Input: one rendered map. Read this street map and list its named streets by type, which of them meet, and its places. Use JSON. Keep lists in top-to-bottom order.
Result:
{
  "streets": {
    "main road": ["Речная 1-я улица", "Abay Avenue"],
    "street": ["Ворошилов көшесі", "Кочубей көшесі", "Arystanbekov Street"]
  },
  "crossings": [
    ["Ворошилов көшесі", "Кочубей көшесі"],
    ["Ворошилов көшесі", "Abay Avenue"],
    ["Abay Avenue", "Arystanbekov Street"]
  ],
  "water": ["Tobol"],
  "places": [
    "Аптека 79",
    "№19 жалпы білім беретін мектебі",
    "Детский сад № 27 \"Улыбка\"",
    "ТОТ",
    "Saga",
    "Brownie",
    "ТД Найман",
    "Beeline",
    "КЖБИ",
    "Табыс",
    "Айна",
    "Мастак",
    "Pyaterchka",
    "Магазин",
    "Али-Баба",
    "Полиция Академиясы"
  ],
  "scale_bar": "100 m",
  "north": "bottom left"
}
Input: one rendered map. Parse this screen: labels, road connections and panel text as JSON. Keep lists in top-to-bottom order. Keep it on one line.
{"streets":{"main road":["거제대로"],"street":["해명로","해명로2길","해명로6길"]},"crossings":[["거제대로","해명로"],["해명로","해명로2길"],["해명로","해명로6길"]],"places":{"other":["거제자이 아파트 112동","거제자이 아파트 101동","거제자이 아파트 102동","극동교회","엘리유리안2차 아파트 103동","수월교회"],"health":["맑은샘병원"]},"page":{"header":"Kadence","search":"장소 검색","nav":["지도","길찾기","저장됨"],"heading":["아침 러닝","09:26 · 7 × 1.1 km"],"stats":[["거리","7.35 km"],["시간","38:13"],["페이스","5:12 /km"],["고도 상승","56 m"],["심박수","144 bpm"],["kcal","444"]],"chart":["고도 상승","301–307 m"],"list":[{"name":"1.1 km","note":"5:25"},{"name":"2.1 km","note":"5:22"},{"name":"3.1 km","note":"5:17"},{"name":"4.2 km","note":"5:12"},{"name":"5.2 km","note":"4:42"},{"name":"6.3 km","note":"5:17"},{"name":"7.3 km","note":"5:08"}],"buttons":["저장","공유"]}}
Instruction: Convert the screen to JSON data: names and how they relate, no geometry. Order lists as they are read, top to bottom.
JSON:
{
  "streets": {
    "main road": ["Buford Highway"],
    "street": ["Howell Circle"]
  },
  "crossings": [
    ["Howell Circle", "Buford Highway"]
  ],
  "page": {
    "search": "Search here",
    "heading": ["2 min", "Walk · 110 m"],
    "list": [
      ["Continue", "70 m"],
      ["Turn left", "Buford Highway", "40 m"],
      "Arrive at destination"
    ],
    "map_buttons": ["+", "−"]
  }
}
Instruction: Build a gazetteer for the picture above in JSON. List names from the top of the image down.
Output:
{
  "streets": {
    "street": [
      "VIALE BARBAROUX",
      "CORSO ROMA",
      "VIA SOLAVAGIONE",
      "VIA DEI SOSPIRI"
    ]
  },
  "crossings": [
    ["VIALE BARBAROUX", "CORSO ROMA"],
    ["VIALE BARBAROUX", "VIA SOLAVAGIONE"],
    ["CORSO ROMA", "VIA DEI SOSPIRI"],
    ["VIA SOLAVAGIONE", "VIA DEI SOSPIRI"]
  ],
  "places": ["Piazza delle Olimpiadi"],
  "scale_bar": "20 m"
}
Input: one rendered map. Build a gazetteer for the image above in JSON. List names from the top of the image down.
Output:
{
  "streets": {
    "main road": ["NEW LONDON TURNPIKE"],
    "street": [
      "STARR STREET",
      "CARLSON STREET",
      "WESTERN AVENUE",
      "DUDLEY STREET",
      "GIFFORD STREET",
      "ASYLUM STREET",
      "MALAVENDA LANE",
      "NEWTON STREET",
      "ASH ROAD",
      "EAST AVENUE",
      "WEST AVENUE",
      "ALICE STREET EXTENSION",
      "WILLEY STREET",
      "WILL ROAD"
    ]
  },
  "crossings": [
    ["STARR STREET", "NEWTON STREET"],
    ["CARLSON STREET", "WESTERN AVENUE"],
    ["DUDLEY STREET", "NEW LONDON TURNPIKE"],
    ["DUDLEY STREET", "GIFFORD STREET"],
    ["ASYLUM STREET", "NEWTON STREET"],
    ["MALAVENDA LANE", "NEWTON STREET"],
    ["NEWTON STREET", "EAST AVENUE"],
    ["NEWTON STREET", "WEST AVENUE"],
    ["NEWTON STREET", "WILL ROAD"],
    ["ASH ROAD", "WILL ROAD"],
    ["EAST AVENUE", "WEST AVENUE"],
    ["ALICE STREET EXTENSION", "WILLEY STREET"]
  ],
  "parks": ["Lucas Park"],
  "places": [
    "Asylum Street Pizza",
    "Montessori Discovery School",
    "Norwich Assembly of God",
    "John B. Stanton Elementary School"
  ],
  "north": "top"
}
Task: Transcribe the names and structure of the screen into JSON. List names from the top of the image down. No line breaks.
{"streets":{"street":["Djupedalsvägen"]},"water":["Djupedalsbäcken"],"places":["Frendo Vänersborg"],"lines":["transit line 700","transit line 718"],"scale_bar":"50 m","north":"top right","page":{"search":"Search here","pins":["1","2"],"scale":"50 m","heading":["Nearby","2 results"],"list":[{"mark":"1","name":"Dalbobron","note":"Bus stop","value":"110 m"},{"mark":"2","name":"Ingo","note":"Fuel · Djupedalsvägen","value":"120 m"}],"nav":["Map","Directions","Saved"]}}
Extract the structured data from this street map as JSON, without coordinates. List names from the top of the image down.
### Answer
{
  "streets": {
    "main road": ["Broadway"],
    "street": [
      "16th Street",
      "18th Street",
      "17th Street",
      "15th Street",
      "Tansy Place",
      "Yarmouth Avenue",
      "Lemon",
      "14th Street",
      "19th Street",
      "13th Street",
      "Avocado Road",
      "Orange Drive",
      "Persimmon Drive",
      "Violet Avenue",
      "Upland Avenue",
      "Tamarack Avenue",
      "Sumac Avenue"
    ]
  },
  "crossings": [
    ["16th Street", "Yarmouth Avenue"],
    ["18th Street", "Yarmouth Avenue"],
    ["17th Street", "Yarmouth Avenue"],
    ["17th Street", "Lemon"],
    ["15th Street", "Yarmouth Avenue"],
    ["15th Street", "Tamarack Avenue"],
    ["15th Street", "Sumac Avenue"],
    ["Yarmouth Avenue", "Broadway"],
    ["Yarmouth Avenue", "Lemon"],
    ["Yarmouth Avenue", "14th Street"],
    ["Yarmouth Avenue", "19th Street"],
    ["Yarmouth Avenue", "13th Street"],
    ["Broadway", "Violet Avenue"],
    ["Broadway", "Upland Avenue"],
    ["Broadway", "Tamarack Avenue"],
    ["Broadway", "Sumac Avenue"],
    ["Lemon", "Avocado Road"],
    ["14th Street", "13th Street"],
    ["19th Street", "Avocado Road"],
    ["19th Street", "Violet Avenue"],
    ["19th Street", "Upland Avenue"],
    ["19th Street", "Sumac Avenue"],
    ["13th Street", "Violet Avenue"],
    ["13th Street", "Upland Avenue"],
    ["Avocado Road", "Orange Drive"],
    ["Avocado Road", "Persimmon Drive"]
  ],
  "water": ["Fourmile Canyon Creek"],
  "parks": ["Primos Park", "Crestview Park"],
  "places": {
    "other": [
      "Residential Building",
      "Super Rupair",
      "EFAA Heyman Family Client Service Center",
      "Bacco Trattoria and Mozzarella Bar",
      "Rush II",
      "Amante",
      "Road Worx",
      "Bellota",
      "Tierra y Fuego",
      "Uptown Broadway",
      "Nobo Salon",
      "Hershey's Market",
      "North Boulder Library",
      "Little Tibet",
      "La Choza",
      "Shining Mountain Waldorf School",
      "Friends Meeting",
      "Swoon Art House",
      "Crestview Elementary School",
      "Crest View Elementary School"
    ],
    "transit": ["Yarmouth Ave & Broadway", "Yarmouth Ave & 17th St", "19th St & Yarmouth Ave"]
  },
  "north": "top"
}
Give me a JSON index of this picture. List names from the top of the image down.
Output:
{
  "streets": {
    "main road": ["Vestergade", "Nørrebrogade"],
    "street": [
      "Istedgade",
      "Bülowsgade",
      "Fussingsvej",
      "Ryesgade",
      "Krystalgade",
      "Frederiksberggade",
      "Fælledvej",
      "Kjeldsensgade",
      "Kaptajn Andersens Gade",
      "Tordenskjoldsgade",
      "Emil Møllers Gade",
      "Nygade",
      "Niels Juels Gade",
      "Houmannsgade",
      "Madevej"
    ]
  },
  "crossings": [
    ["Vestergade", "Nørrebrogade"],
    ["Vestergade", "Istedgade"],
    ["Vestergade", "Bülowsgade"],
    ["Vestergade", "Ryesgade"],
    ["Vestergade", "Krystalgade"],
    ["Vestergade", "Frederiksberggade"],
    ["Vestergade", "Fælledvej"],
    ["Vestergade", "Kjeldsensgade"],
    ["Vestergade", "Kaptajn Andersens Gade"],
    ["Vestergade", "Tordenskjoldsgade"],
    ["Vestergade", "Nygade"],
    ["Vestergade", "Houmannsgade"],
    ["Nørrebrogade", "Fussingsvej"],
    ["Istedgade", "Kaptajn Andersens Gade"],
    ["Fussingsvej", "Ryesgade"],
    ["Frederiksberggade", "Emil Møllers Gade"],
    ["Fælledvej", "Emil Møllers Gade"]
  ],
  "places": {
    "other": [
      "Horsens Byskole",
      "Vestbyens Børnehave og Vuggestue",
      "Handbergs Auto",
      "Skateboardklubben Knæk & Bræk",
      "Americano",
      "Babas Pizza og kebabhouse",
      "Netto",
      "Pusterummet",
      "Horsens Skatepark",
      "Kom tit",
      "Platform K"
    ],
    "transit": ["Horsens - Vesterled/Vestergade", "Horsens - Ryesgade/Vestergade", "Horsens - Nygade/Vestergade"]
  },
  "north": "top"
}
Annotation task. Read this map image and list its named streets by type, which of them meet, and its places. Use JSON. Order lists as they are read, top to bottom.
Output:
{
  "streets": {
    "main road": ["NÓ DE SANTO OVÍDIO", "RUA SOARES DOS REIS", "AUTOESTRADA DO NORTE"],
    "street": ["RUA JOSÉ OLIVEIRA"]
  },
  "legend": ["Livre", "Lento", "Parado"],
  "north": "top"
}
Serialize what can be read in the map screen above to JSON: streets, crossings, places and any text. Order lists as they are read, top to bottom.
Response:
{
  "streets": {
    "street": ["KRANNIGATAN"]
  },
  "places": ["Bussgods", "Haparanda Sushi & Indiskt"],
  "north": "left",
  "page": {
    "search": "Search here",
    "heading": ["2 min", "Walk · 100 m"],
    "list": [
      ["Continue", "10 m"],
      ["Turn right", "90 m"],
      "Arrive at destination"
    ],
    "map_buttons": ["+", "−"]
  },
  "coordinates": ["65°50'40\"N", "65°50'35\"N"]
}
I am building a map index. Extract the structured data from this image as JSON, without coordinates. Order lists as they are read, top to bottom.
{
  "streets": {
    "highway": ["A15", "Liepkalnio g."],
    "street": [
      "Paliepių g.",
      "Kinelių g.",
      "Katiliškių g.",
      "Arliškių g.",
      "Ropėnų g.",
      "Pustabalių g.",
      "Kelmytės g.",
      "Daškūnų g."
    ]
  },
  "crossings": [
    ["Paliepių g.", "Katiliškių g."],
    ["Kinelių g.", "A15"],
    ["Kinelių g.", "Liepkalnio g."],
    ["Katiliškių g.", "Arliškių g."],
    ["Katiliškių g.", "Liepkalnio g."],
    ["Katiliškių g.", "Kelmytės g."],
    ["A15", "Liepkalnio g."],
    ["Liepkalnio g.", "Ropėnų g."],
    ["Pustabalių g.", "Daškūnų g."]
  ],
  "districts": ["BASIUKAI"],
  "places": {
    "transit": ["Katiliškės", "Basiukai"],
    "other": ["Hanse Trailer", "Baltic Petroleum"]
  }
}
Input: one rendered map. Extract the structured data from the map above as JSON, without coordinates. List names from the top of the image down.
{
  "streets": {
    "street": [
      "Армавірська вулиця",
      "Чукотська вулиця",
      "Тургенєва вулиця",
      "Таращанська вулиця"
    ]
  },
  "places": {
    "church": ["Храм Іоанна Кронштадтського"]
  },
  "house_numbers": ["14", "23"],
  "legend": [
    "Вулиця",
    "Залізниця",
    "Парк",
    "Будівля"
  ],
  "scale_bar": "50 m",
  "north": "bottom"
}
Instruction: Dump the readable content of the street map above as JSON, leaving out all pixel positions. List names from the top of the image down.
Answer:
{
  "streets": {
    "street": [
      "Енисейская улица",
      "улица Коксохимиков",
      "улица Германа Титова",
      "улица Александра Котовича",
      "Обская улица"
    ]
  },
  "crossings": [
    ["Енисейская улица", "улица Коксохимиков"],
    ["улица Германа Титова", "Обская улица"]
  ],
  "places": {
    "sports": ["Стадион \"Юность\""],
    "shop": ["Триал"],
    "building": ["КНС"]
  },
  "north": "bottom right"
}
========
* [Required action] In the records above, collect each line with "them".

* [Exercise output]
Input: one rendered map. Read this street map and list its named streets by type, which of them meet, and its places. Use JSON. Keep lists in top-to-bottom order.
Annotation task. Read this map image and list its named streets by type, which of them meet, and its places. Use JSON. Order lists as they are read, top to bottom.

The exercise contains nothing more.